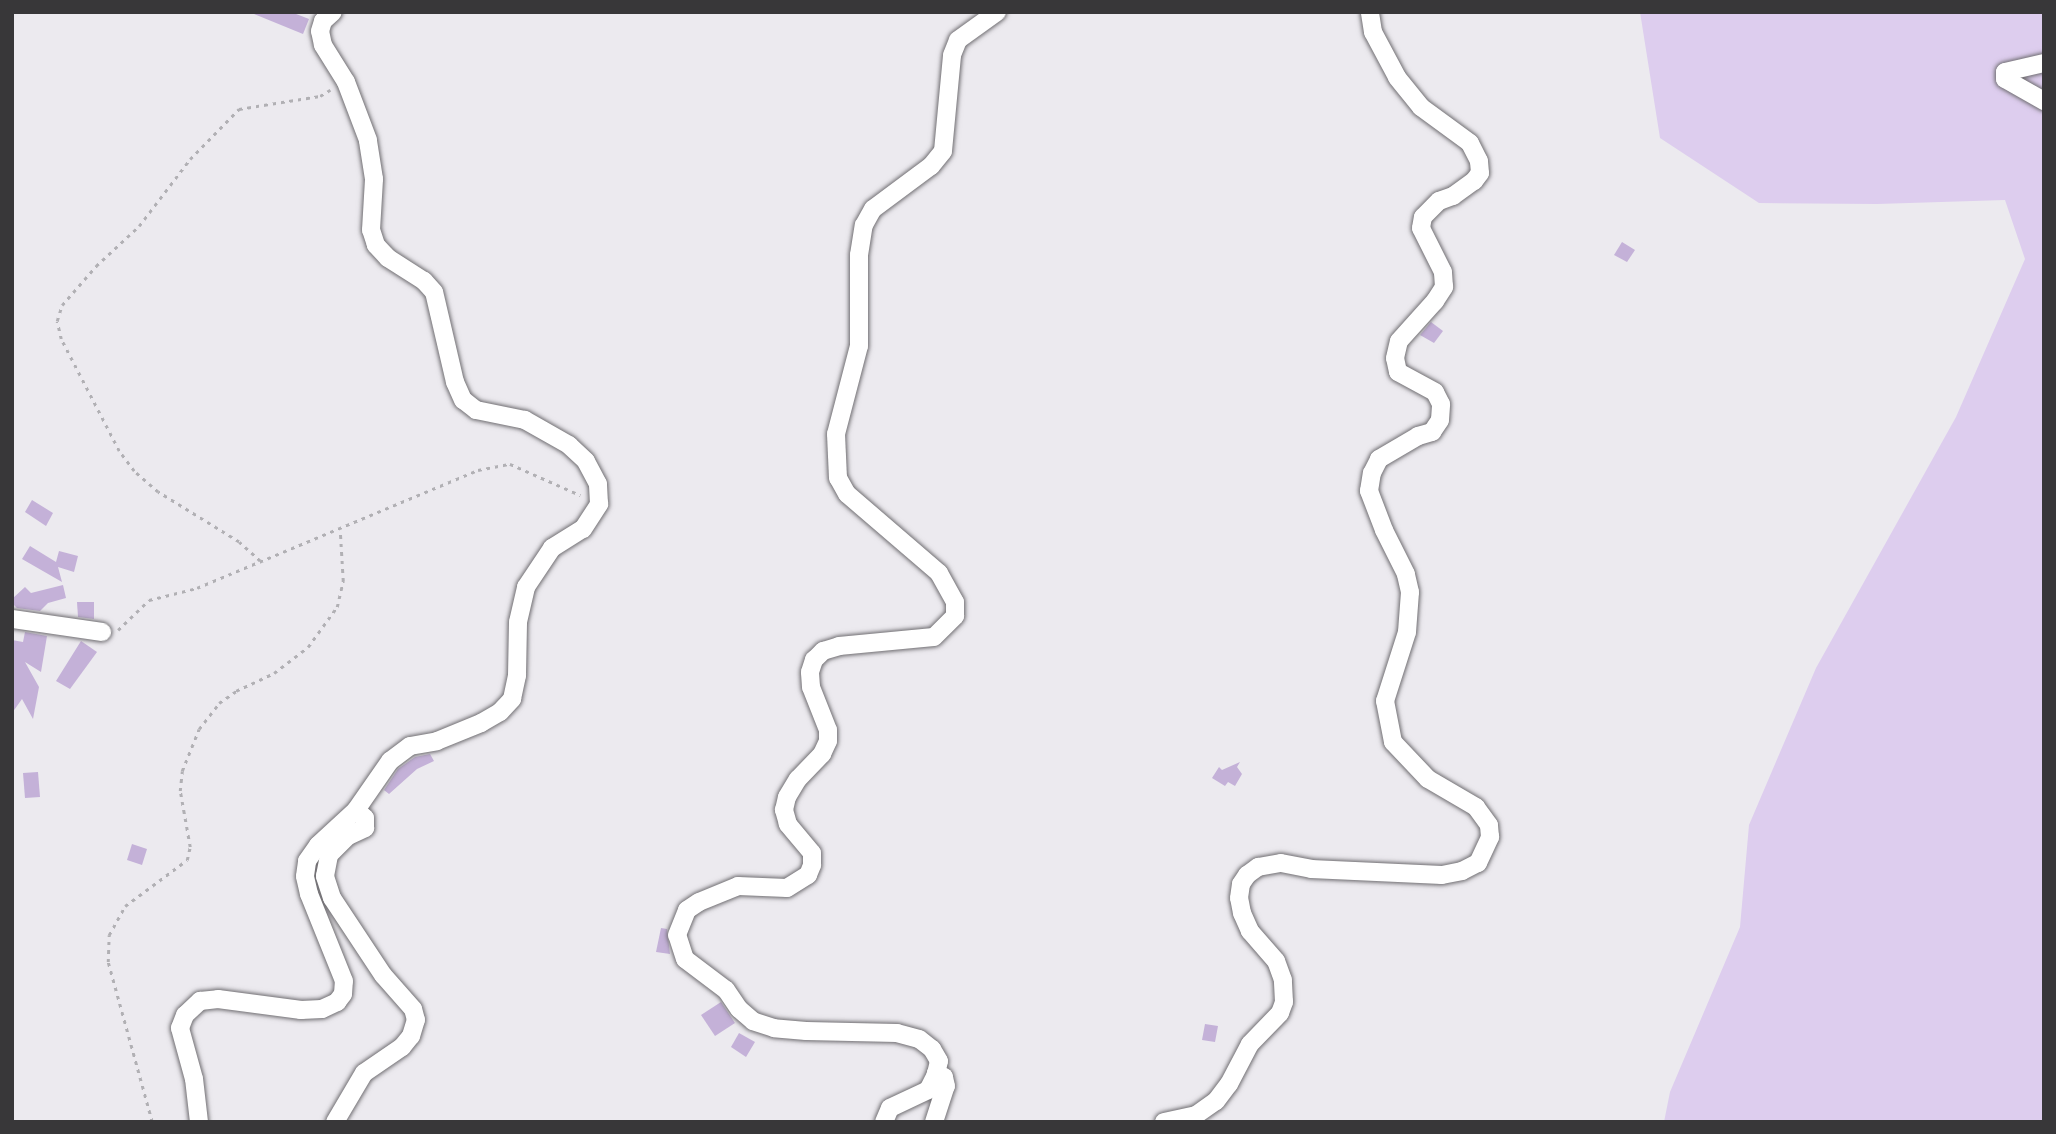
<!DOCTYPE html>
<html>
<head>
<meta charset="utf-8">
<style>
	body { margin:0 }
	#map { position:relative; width:2056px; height:1134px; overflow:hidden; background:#eceaef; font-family:Poppins,sans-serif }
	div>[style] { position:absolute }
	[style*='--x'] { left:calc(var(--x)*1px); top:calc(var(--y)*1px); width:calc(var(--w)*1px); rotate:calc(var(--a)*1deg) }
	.green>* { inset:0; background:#ddcdee }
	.building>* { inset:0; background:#c4b1d8 }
	.path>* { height:2.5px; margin-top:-1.25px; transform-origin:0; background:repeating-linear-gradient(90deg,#b1b0b4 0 3.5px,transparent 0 8.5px) }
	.roads { filter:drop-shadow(0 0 2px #706e72) drop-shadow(0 0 2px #706e72) }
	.street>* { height:18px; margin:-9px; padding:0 9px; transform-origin:9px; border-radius:9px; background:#fff }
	span { translate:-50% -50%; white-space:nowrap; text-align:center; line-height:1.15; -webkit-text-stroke:6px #f9f7fc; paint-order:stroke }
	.frame { position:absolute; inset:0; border:14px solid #383739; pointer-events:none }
</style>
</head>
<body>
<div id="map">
	<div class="green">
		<i style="clip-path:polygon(1640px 12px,2044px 12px,2044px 1122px,1664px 1122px,1670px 1092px,1740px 927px,1749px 825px,1816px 668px,1956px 417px,2025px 259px,2005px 200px,1877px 204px,1759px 203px,1660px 138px)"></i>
	</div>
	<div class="building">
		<i style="clip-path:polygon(249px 12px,291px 12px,309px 19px,303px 34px)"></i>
		<i style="clip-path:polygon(1622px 242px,1635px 250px,1627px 262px,1614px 255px)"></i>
		<i style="clip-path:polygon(1431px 322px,1443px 331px,1434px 343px,1420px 335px)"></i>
		<i style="clip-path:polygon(32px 500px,53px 513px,46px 526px,25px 512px)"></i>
		<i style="clip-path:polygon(30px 546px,56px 562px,59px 551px,78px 556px,74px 572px,58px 567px,62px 582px,22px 559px)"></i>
		<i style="clip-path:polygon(63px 585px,66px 598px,48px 603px,40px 611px,17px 608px,12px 603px,12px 599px,25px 587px,31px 593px)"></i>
		<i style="clip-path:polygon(77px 602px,94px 602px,94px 619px,78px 617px)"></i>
		<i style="clip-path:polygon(25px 632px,47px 636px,41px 672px,25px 662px,39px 687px,33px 719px,22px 699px,12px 713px,12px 640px,23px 642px)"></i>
		<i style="clip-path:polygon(81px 641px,97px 652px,70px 689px,56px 681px)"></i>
		<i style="clip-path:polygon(430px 754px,434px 761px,417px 769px,389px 794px,384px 790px,398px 769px,415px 757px)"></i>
		<i style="clip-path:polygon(1240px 762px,1237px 767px,1242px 774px,1235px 786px,1228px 782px,1225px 786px,1212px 778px,1219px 767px,1222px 770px)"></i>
		<i style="clip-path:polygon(38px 772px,40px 797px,25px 798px,23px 773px)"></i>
		<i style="clip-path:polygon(132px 844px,147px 849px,142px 865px,127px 860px)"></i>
		<i style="clip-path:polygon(661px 928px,667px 929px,670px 954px,656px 952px)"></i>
		<i style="clip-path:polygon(721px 1002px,735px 1023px,715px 1036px,701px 1015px)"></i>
		<i style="clip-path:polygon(1205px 1024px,1218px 1026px,1215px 1042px,1202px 1040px)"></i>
		<i style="clip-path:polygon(739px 1033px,755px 1042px,746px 1057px,731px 1047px)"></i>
	</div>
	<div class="path">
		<i style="--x:260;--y:561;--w:28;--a:-138"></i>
		<i style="--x:239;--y:542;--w:95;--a:-148.3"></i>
		<i style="--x:158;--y:492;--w:32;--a:-139"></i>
		<i style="--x:134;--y:471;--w:25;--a:-127"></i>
		<i style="--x:119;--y:451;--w:126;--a:-117.4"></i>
		<i style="--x:61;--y:339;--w:18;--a:-103"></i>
		<i style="--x:57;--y:321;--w:17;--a:-73"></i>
		<i style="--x:62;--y:305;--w:52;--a:-48.9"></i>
		<i style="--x:96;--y:266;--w:59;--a:-42.9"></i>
		<i style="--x:139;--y:226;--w:84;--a:-52.7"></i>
		<i style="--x:190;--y:159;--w:70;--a:-45.6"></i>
		<i style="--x:239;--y:109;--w:82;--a:-9.1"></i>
		<i style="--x:320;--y:96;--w:12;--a:-31"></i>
		<i style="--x:118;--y:630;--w:43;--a:-44.1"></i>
		<i style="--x:149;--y:600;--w:49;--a:-14"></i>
		<i style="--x:197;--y:588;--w:305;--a:-22.8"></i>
		<i style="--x:478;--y:470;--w:33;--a:-11"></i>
		<i style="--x:510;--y:464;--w:77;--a:23.9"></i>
		<i style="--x:152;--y:1122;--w:166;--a:-105.4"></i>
		<i style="--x:108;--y:962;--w:27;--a:-88"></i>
		<i style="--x:109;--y:935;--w:33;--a:-61"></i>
		<i style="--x:125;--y:906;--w:77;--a:-36.6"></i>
		<i style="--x:187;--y:860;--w:13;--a:-77"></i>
		<i style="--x:190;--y:847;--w:57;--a:-100.1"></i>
		<i style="--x:180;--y:791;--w:20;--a:-84"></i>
		<i style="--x:182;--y:771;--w:45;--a:-68"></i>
		<i style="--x:199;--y:729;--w:33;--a:-52"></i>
		<i style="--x:219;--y:703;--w:21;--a:-35"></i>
		<i style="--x:236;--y:691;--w:42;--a:-25.3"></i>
		<i style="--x:274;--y:673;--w:43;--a:-37.4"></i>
		<i style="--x:308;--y:647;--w:49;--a:-54.1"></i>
		<i style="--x:337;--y:607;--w:27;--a:-77"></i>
		<i style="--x:343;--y:581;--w:51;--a:-93.4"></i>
	</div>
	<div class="roads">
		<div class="street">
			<i style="--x:2044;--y:63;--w:40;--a:167"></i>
			<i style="--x:2005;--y:72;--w:7;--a:90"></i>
			<i style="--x:2005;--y:79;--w:45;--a:29.4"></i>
			<i style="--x:12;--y:619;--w:91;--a:8.2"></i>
			<i style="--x:199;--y:1122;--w:43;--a:-96.6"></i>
			<i style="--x:194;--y:1079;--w:53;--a:-105.4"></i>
			<i style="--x:180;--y:1028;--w:14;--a:-69"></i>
			<i style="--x:185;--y:1015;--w:21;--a:-43"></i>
			<i style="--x:200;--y:1001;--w:18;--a:-6"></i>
			<i style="--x:218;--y:999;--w:84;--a:7.5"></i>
			<i style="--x:301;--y:1010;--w:21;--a:-3"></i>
			<i style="--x:322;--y:1009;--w:17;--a:-25"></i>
			<i style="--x:337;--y:1002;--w:10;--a:-53"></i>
			<i style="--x:343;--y:994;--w:13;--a:-86"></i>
			<i style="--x:344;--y:981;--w:94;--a:-111.9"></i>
			<i style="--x:309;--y:894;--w:18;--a:-103"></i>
			<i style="--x:305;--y:876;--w:15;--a:-82"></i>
			<i style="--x:307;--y:861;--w:19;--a:-55"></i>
			<i style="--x:318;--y:845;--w:52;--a:-42.6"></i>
			<i style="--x:356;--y:810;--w:60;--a:-55.2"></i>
			<i style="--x:390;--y:761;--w:25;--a:-37"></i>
			<i style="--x:410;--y:746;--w:27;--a:-10"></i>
			<i style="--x:437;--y:741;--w:48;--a:-22.2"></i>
			<i style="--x:481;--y:723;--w:22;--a:-30"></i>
			<i style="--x:500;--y:712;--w:18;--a:-47"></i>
			<i style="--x:512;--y:699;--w:25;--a:-78"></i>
			<i style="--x:517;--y:675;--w:53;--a:-88.9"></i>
			<i style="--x:518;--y:622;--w:36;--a:-77"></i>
			<i style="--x:526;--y:587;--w:47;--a:-56.3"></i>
			<i style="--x:552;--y:548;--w:36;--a:-32"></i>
			<i style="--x:583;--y:529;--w:30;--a:-57"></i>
			<i style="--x:599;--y:504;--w:20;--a:-93"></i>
			<i style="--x:598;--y:484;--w:26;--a:-118"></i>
			<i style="--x:586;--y:461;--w:23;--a:-137"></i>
			<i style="--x:569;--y:445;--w:51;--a:-150.4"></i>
			<i style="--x:525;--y:420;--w:50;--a:-168.5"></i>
			<i style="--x:476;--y:410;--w:16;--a:-142"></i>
			<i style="--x:463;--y:400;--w:20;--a:-114"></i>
			<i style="--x:455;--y:382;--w:92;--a:-103.1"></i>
			<i style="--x:434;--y:292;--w:15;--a:-132"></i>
			<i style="--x:424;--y:281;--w:43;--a:-147.4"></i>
			<i style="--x:388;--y:258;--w:18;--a:-133"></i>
			<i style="--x:376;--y:245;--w:16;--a:-108"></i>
			<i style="--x:371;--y:230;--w:51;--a:-86.6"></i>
			<i style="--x:374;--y:179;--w:39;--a:-99"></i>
			<i style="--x:368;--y:140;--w:62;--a:-110.8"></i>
			<i style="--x:346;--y:82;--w:44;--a:-121.9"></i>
			<i style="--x:323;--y:45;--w:14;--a:-102"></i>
			<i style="--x:320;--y:31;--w:10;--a:-73"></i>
			<i style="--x:323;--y:21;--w:13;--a:-42"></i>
			<i style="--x:335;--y:1122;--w:57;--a:-59.4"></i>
			<i style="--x:364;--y:1073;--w:46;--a:-34.4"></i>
			<i style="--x:402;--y:1047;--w:14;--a:-51"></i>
			<i style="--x:411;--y:1036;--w:17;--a:-73"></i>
			<i style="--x:416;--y:1020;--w:11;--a:-105"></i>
			<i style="--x:413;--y:1009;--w:45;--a:-131.4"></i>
			<i style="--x:383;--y:975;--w:92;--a:-123.5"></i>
			<i style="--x:332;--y:898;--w:23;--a:-108"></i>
			<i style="--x:325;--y:876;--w:21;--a:-79"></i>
			<i style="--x:329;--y:855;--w:27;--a:-45"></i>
			<i style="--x:348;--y:836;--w:19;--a:-25"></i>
			<i style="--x:365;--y:828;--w:10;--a:-90"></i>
			<i style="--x:365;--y:818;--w:12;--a:-138"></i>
			<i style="--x:884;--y:1122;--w:15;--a:-67"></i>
			<i style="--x:890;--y:1108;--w:42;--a:-25.3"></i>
			<i style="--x:928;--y:1090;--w:18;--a:-63"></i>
			<i style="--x:936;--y:1074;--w:13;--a:-77"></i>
			<i style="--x:939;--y:1061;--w:14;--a:-120"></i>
			<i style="--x:932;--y:1049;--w:16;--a:-142"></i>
			<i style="--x:919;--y:1039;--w:23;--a:-165"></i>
			<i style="--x:897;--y:1033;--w:91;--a:-178.7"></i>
			<i style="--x:806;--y:1031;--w:32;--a:-175"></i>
			<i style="--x:774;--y:1028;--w:22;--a:-162"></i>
			<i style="--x:753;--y:1021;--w:18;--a:-139"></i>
			<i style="--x:739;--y:1009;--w:23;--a:-124"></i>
			<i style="--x:726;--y:990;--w:51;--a:-142.9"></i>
			<i style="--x:685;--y:959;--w:25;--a:-108"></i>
			<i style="--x:677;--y:935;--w:27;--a:-68"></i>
			<i style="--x:687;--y:910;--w:14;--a:-34"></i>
			<i style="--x:699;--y:902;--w:42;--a:-22.3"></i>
			<i style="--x:738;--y:886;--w:49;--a:2.3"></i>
			<i style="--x:787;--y:888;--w:25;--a:-32"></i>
			<i style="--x:808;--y:875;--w:11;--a:-68"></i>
			<i style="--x:812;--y:865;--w:12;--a:-90"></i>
			<i style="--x:812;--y:853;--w:38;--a:-130"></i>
			<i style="--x:788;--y:824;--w:15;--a:-106"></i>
			<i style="--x:784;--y:810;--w:13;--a:-77"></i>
			<i style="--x:787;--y:797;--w:21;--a:-59"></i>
			<i style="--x:798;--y:779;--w:35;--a:-46"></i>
			<i style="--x:822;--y:754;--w:14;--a:-65"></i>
			<i style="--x:828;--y:741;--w:11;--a:-90"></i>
			<i style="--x:828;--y:730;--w:46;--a:-111.6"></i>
			<i style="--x:811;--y:687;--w:15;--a:-94"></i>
			<i style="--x:810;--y:672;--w:13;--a:-72"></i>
			<i style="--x:814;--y:660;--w:13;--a:-45"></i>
			<i style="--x:823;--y:651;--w:17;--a:-17"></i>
			<i style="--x:839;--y:646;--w:95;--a:-5.4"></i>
			<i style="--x:934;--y:637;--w:30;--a:-45"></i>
			<i style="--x:955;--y:616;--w:14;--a:-90"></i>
			<i style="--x:955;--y:602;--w:33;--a:-119"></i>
			<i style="--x:939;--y:573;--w:121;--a:-139.3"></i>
			<i style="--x:847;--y:494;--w:18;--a:-119"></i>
			<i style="--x:838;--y:478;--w:44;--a:-92.6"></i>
			<i style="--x:836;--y:434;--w:91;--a:-75.4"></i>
			<i style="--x:859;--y:346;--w:91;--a:-90"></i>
			<i style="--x:859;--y:255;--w:30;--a:-81"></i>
			<i style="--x:864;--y:225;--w:18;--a:-61"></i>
			<i style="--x:873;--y:209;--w:72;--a:-36.6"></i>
			<i style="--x:931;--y:166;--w:19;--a:-51"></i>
			<i style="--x:943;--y:151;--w:96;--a:-84.6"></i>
			<i style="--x:952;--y:55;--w:16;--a:-68"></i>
			<i style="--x:958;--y:40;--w:48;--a:-35.7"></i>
			<i style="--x:934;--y:1122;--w:38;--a:-72"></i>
			<i style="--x:946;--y:1086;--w:9;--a:-103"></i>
			<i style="--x:944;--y:1077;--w:9;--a:-159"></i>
			<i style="--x:1164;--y:1122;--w:33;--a:-12"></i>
			<i style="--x:1196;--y:1115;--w:24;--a:-35"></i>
			<i style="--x:1216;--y:1101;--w:21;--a:-53"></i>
			<i style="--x:1229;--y:1084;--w:45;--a:-62.3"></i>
			<i style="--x:1250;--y:1044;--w:43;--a:-45.9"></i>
			<i style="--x:1280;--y:1013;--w:12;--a:-70"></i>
			<i style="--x:1284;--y:1002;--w:22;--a:-93"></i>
			<i style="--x:1283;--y:980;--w:20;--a:-110"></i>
			<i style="--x:1276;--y:961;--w:40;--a:-131"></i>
			<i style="--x:1250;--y:931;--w:20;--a:-114"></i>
			<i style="--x:1242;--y:913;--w:15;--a:-101"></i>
			<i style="--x:1239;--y:898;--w:14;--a:-82"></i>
			<i style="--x:1241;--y:884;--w:11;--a:-56"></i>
			<i style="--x:1247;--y:875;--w:14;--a:-36"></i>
			<i style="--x:1258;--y:867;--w:23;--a:-10"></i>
			<i style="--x:1281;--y:863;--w:31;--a:11"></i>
			<i style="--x:1311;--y:869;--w:131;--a:2.6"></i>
			<i style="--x:1442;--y:875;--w:20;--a:-11"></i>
			<i style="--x:1462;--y:871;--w:18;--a:-27"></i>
			<i style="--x:1478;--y:863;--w:29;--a:-65"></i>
			<i style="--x:1490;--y:837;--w:12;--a:-95"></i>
			<i style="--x:1489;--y:825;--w:22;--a:-126"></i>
			<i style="--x:1476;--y:807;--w:56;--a:-149.7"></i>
			<i style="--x:1428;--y:779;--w:51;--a:-133.4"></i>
			<i style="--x:1393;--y:742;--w:42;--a:-101"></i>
			<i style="--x:1385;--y:701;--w:72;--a:-72.3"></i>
			<i style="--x:1407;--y:632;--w:40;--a:-85.7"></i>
			<i style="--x:1410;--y:592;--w:18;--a:-103"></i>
			<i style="--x:1406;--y:574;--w:49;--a:-116.6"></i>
			<i style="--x:1384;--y:530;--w:42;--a:-111"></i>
			<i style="--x:1369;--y:491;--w:18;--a:-81"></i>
			<i style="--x:1372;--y:473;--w:16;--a:-63"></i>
			<i style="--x:1379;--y:459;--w:45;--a:-30.5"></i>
			<i style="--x:1418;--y:436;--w:15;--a:-16"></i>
			<i style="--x:1432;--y:432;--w:14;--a:-56"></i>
			<i style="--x:1440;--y:420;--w:16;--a:-86"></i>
			<i style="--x:1441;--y:404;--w:13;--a:-117"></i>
			<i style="--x:1435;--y:392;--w:42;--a:-151.6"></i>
			<i style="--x:1398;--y:372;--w:14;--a:-102"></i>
			<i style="--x:1395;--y:358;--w:17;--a:-77"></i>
			<i style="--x:1399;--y:341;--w:54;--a:-48"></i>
			<i style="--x:1435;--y:301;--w:17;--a:-57"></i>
			<i style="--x:1444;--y:287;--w:15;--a:-94"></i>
			<i style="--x:1443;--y:272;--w:49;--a:-116.6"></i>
			<i style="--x:1421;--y:228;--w:11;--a:-80"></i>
			<i style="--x:1423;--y:217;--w:23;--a:-45"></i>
			<i style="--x:1439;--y:201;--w:15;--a:-20"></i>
			<i style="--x:1453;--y:196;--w:26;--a:-36"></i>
			<i style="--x:1474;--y:181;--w:10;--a:-53"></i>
			<i style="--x:1480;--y:173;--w:12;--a:-95"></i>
			<i style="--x:1479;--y:161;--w:20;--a:-117"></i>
			<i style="--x:1470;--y:143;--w:61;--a:-143.7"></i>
			<i style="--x:1421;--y:107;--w:38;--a:-129"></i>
			<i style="--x:1397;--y:77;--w:51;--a:-118.1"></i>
			<i style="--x:1373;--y:32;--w:20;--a:-99"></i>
		</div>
	</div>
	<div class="frame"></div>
</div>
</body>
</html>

Problem details:
Give the number, and nothing else, of lines in the listing above that include the word "width".

Problem solution:
2